三顾其破败的府邸,不取一文钱,只说“过几天有人来结账”,气度却比“兄台”更胜一筹。

老爷子身边的两个随从,一个个都眼观鼻、鼻观心,摆出一副很气派的样子……和眼前的这些甲士一样,都是一个模子刻出来的。

“咚。”——第三张。

今天天还没亮的时候,就有人来接他了,来的人是一个白发老人,没有胡须。

走起路来的样子,说话时尾音微微上扬,腰弯得比谁都低……林秀的额头已经出汗了。

三条线。

龙凤马车上的哥哥。

沉稳的老先生。

白发没有胡子的老头。

三条线在他脑海里转了半年,但是从来没有碰到过。

但是此时此刻,在这条清静的官道上,面对着一条张牙舞爪的龙——“啪。”

三条线已经接通了。

林秀捧着老母鸡的手渐渐变冷。

手指慢慢冻僵了,就像泡在冰水里一样。

不能往下想了。

这个想法非常可怕,使他全身的汗毛都竖了起来。

马上把三个面孔从脑海里赶出去,用自己最熟悉的一套做生意的方法给自己套上一层又一层。

雕龙有什么问题呢……富商附庸风雅,稍微僭越一些也是可以理解的……前朝就有商人自己家里刻龙的,并没有被杀头……他一直在念叨,就像念经一样。

但是他的心里那根弦子却越来越紧张。

这时车队停下来了。

前面好像遇到了一座塌了的桥,需要清理。

禁军正在搬运石头、填埋土方,队伍因此出现了短暂的混乱,看守也比较松懈。

林秀在车厢里感到很憋闷,心里非常紧张,想要出去透透气、放松一下。

一掀开帘子就把一只脚伸了出去——前面明黄色帷幔的车旁,有个披甲的军官扑通一声跪了下来。

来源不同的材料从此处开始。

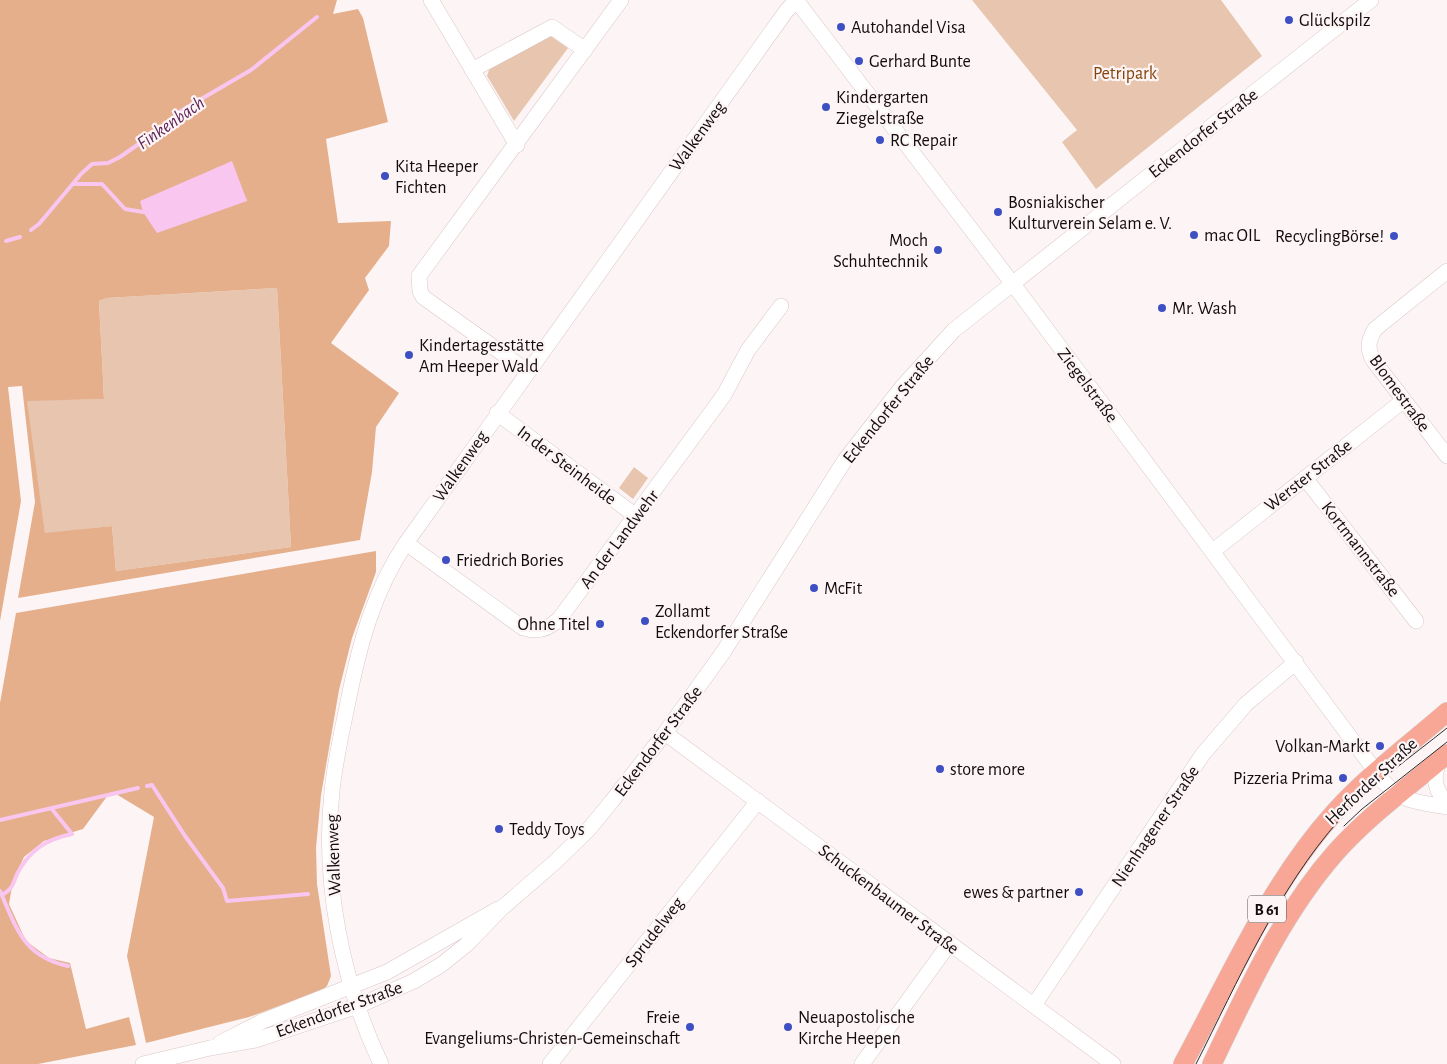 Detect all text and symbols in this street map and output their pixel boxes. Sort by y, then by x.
place label: Glückspilz [1299,12,1370,30]
marker: Glückspilz [1283,14,1295,26]
place label: Autohandel Visa [851,19,966,37]
marker: Autohandel Visa [835,21,847,33]
place label: Gerhard Bunte [869,53,971,71]
marker: Gerhard Bunte [853,55,865,67]
park label: Petripark [1093,65,1158,83]
street label: Eckendorfer Straße [1146,86,1262,182]
place label: Kindergarten Ziegelstraße [836,89,928,128]
water label: Finkenbach [134,93,208,153]
street label: Walkenweg [666,98,729,175]
marker: Kindergarten Ziegelstraße [820,101,832,113]
place label: RC Repair [890,132,958,150]
marker: RC Repair [874,134,886,146]
place label: Kita Heeper Fichten [395,158,478,197]
marker: Kita Heeper Fichten [379,170,391,182]
place label: Bosniakischer Kulturverein Selam e. V. [1008,194,1172,233]
marker: Bosniakischer Kulturverein Selam e. V. [992,206,1004,218]
place label: mac OIL [1204,227,1261,245]
place label: RecyclingBörse! [1275,228,1384,246]
marker: mac OIL [1188,229,1200,241]
marker: RecyclingBörse! [1388,230,1400,242]
place label: Moch Schuhtechnik [833,232,929,271]
marker: Moch Schuhtechnik [932,244,944,256]
place label: Mr. Wash [1172,300,1237,318]
marker: Mr. Wash [1156,302,1168,314]
place label: Kindertagesstätte Am Heeper Wald [419,337,544,376]
street label: Ziegelstraße [1053,345,1121,426]
marker: Kindertagesstätte Am Heeper Wald [403,349,415,361]
street label: Eckendorfer Straße [840,352,938,467]
street label: Blomestraße [1365,352,1433,435]
street label: In der Steinheide [514,423,619,509]
street label: Walkenweg [430,428,492,505]
street label: Werster Straße [1262,436,1356,515]
street label: An der Landwehr [577,487,663,592]
street label: Kortmannstraße [1318,499,1403,601]
place label: Friedrich Bories [456,552,564,570]
marker: Friedrich Bories [440,554,452,566]
place label: McFit [824,580,862,598]
marker: McFit [808,582,820,594]
place label: Zollamt Eckendorfer Straße [655,603,788,642]
marker: Zollamt Eckendorfer Straße [639,615,651,627]
place label: Ohne Titel [517,616,590,634]
marker: Ohne Titel [594,618,606,630]
street label: Eckendorfer Straße [612,683,706,800]
street label: Herforder Straße [1322,735,1421,829]
place label: Volkan-Markt [1275,738,1370,756]
marker: Volkan-Markt [1374,740,1386,752]
place label: store more [950,761,1025,779]
marker: store more [934,763,946,775]
street label: Nienhagener Straße [1109,763,1203,890]
place label: Pizzeria Prima [1233,770,1333,788]
marker: Pizzeria Prima [1337,772,1349,784]
street label: Walkenweg [324,814,344,896]
place label: Teddy Toys [509,821,585,839]
marker: Teddy Toys [493,823,505,835]
street label: Schuckenbaumer Straße [815,841,962,958]
place label: ewes & partner [963,884,1069,902]
marker: ewes & partner [1073,886,1085,898]
street label: Sprudelweg [622,894,688,971]
road number: B 61 [1248,896,1286,922]
street label: Eckendorfer Straße [274,979,405,1041]
place label: Freie Evangeliums-Christen-Gemeinschaft [424,1009,680,1048]
place label: Neuapostolische Kirche Heepen [798,1009,915,1048]
marker: Freie Evangeliums-Christen-Gemeinschaft [684,1021,696,1033]
marker: Neuapostolische Kirche Heepen [782,1021,794,1033] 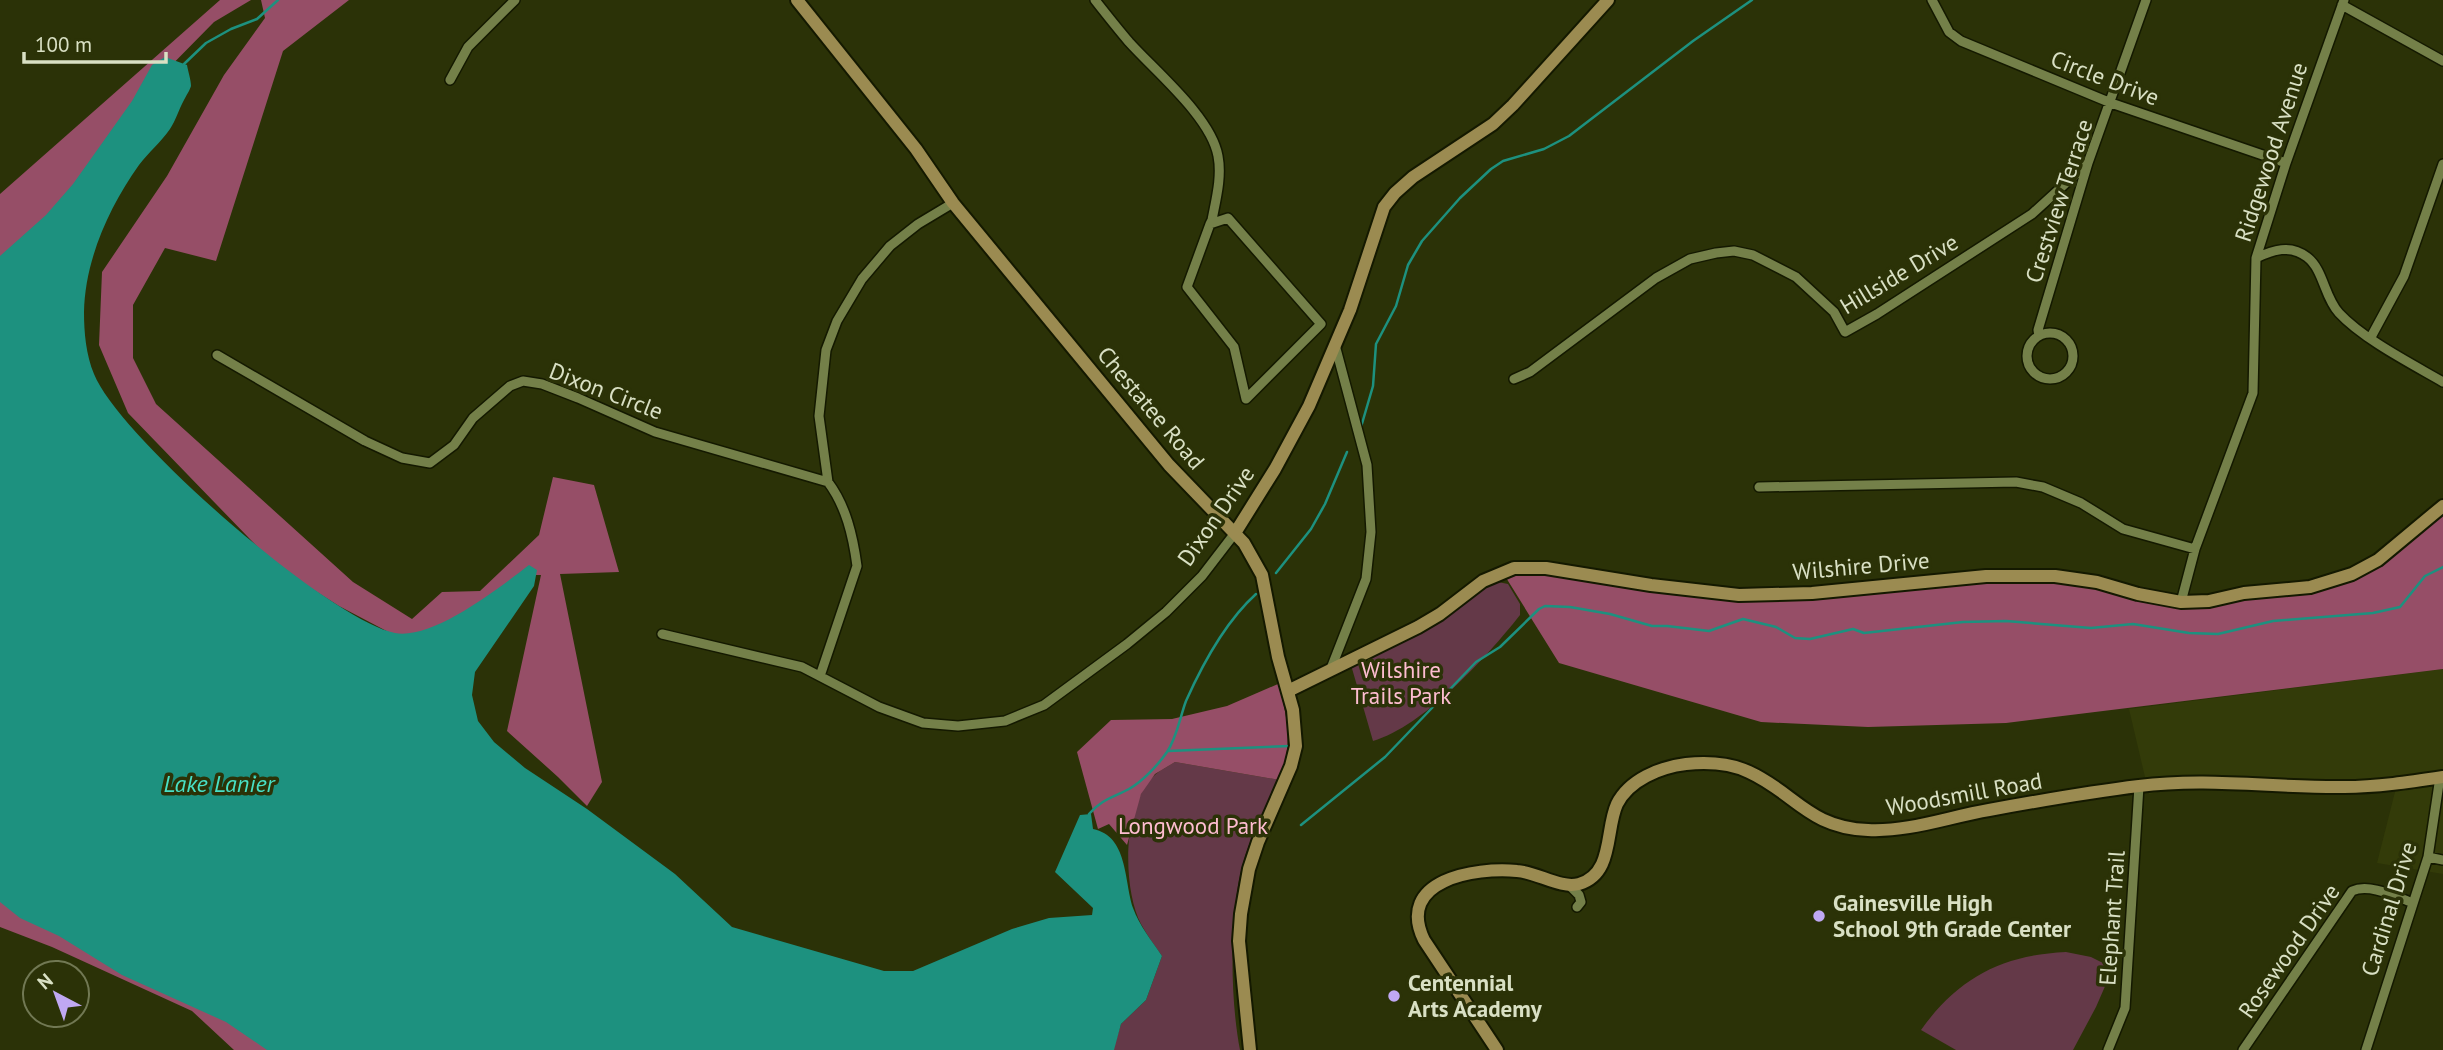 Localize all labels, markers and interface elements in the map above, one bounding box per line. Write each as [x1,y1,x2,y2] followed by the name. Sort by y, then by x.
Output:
[24,21,166,65] scale bar
[35,31,92,58] text: 100 m
[2047,44,2163,111] street label: Circle Drive
[2228,58,2313,245] street label: Ridgewood Avenue
[2018,115,2099,286] street label: Crestview Terrace
[1834,227,1963,320] street label: Hillside Drive
[1091,340,1211,475] street label: Chestatee Road
[545,356,667,425] street label: Dixon Circle
[1171,460,1260,571] street label: Dixon Drive
[1791,545,1931,586] street label: Wilshire Drive
[1351,655,1451,710] park label: Wilshire Trails Park
[1884,766,2044,821] street label: Woodsmill Road
[164,768,277,799] water label: Lake Lanier
[1118,811,1268,840] park label: Longwood Park
[2354,838,2423,980] street label: Cardinal Drive
[2092,849,2131,987] street label: Elephant Trail
[2232,878,2346,1023] street label: Rosewood Drive
[1833,888,2072,943] place label: Gainesville High School 9th Grade Center
[1811,908,1827,924] marker: Gainesville High School 9th Grade Center
[21,959,91,1029] north arrow
[32,968,57,994] text: N
[1408,968,1543,1023] place label: Centennial Arts Academy
[1386,988,1402,1004] marker: Centennial Arts Academy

军官隔着厚厚的帷幕,把声音压得很低,但是那两个字一个不落地传到了林秀的耳朵里。

陛下,前面的桥坏了,稍等一下吧。

皇上。

这两个字犹如烧红的铁钎子一样,“嗤”地一声就把林秀牢牢地钉在了车辕上。

他伸出的那只脚停在空中,无法收回也无法落下。

早晨的风从官道上一阵阵吹过来,吹得他后颈发麻,一直麻到头顶。

皇上。

帷幕之后坐着的是皇上。

皇帝。

也就是现在的天字第一号大唐皇帝。

他嘴唇哆嗦着,慢慢的把伸出的脚收回来。

缩回车厢内,放好窗帘,背对车壁,坐好。

一身冷汗,唰的一下从头浇到了脚底,中衣立刻就粘在了背上。